▶ _WORK REQUIRED_: Find the line in the entries below that contains "For a GIS import: Transcribe". Repeat it exactly, and every line after it through the line that contains "Serialize what can be read in the picture".

▶ _DATASET RECORDS_:

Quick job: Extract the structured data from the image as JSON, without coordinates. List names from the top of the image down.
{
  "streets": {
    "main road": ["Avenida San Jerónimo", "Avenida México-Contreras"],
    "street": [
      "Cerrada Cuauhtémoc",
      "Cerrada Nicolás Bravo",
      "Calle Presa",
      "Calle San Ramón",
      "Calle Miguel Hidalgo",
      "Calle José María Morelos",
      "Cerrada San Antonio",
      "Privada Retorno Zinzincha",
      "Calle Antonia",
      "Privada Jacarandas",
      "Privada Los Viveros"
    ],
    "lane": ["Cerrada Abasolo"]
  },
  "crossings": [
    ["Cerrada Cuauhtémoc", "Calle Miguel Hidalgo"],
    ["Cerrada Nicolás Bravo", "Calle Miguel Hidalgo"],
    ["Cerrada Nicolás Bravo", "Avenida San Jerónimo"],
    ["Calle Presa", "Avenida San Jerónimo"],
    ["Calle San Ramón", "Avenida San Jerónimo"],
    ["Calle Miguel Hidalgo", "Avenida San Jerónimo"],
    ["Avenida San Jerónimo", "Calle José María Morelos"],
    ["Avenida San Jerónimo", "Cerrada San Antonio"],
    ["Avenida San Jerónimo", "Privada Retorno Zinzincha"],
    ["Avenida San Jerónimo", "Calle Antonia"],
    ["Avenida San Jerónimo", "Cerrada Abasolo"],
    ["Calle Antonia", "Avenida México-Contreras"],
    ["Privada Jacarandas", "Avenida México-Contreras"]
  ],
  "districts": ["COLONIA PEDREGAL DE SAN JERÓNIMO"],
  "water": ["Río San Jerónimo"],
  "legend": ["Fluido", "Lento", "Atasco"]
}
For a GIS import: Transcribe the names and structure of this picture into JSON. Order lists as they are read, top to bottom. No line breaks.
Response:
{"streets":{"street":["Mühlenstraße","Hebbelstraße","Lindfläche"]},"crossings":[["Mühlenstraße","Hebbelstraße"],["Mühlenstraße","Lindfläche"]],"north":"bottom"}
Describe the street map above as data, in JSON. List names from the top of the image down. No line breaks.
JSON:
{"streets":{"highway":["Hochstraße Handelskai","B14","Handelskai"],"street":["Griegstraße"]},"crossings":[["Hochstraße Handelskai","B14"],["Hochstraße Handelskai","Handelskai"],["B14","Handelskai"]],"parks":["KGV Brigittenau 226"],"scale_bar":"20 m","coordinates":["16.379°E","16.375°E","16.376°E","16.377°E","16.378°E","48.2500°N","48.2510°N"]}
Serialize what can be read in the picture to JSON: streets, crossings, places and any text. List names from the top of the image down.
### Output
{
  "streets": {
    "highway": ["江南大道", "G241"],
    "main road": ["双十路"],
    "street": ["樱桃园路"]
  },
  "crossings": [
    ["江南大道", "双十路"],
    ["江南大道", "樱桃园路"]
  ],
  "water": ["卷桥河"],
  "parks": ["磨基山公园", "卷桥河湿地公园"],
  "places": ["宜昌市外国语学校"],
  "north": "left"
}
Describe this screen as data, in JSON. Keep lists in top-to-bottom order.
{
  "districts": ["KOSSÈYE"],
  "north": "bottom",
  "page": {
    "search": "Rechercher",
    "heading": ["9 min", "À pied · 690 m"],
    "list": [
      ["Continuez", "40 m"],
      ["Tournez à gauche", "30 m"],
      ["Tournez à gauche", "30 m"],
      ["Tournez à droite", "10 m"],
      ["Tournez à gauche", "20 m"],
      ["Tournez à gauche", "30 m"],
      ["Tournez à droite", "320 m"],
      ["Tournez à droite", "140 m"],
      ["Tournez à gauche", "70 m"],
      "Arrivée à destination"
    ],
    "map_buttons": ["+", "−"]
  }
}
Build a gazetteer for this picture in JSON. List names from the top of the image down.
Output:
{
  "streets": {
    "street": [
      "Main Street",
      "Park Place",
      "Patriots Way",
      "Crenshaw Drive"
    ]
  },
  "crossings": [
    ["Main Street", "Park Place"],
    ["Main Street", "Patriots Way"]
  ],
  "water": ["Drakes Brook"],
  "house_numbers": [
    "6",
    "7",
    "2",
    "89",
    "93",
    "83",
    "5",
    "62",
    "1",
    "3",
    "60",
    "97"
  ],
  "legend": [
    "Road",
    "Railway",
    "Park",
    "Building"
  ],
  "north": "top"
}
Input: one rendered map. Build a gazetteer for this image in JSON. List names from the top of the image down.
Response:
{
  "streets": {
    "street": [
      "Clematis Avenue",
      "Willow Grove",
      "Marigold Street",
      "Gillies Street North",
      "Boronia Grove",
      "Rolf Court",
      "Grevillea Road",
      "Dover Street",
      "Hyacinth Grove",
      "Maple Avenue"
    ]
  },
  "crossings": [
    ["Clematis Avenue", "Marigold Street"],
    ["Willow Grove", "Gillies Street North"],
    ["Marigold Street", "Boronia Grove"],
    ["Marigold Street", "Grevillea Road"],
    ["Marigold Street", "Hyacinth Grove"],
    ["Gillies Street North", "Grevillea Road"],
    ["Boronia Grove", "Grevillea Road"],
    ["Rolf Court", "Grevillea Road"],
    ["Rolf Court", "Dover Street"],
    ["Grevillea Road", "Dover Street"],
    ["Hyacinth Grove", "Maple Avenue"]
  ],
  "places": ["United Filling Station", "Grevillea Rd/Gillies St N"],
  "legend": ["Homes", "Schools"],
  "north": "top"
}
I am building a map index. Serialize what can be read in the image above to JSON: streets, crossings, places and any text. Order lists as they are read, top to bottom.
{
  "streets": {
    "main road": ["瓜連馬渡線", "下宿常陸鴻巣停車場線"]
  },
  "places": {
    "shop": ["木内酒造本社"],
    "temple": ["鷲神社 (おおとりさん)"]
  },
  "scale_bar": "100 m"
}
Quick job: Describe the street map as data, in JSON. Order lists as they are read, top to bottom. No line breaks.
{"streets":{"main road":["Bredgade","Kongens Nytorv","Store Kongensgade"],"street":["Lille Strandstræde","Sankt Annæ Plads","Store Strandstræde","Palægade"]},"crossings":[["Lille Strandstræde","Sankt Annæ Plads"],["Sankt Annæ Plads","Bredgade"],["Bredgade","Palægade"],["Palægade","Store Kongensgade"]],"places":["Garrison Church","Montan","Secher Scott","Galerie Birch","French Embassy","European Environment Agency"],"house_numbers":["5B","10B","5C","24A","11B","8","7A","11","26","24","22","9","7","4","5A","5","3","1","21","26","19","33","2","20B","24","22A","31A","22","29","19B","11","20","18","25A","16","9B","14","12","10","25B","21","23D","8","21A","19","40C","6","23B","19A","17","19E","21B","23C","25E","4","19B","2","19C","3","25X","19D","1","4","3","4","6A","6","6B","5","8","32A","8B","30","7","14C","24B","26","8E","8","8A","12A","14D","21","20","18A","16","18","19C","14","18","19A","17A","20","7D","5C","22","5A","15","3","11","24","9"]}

▶ _TASK RESPONSE_:
For a GIS import: Transcribe the names and structure of this picture into JSON. Order lists as they are read, top to bottom. No line breaks.
Response:
{"streets":{"street":["Mühlenstraße","Hebbelstraße","Lindfläche"]},"crossings":[["Mühlenstraße","Hebbelstraße"],["Mühlenstraße","Lindfläche"]],"north":"bottom"}
Describe the street map above as data, in JSON. List names from the top of the image down. No line breaks.
JSON:
{"streets":{"highway":["Hochstraße Handelskai","B14","Handelskai"],"street":["Griegstraße"]},"crossings":[["Hochstraße Handelskai","B14"],["Hochstraße Handelskai","Handelskai"],["B14","Handelskai"]],"parks":["KGV Brigittenau 226"],"scale_bar":"20 m","coordinates":["16.379°E","16.375°E","16.376°E","16.377°E","16.378°E","48.2500°N","48.2510°N"]}
Serialize what can be read in the picture to JSON: streets, crossings, places and any text. List names from the top of the image down.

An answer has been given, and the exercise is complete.